■ Problem requirements ■
Repeat verbatim what the listing holds, but not its pictures.

*** Opening of Data shown ***

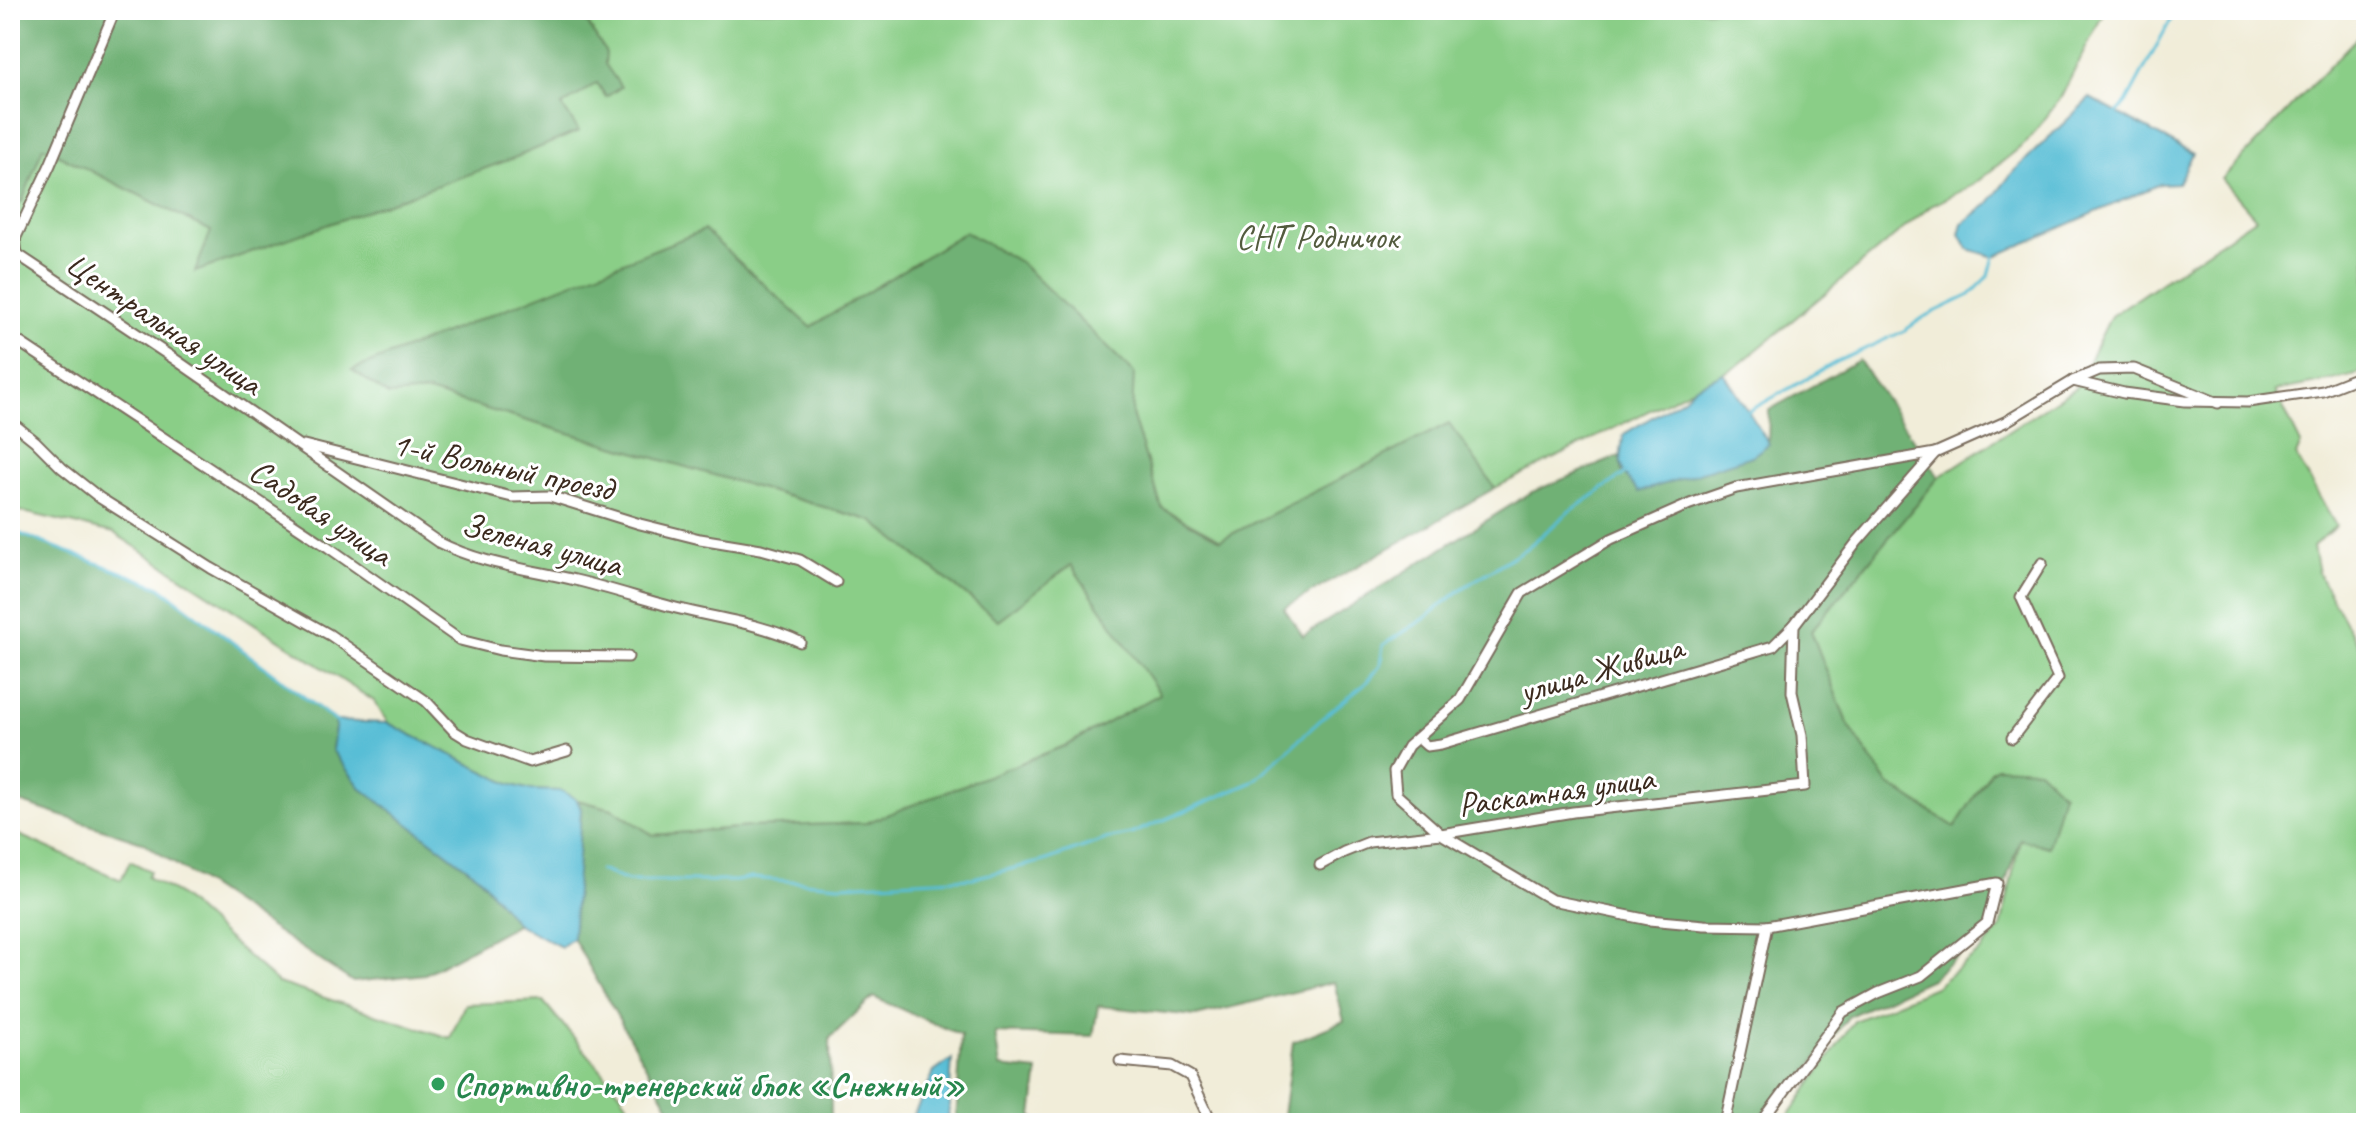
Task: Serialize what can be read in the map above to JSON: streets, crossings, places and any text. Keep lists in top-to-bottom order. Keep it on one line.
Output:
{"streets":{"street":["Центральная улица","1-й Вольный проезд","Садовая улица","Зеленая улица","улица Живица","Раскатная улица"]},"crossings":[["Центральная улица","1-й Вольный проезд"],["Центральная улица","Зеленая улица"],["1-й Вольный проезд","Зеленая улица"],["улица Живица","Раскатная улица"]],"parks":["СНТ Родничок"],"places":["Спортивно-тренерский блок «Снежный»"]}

*** Close of Data shown ***

■ Output for this task ■
Task: Serialize what can be read in the map above to JSON: streets, crossings, places and any text. Keep lists in top-to-bottom order. Keep it on one line.
Output:
{"streets":{"street":["Центральная улица","1-й Вольный проезд","Садовая улица","Зеленая улица","улица Живица","Раскатная улица"]},"crossings":[["Центральная улица","1-й Вольный проезд"],["Центральная улица","Зеленая улица"],["1-й Вольный проезд","Зеленая улица"],["улица Живица","Раскатная улица"]],"parks":["СНТ Родничок"],"places":["Спортивно-тренерский блок «Снежный»"]}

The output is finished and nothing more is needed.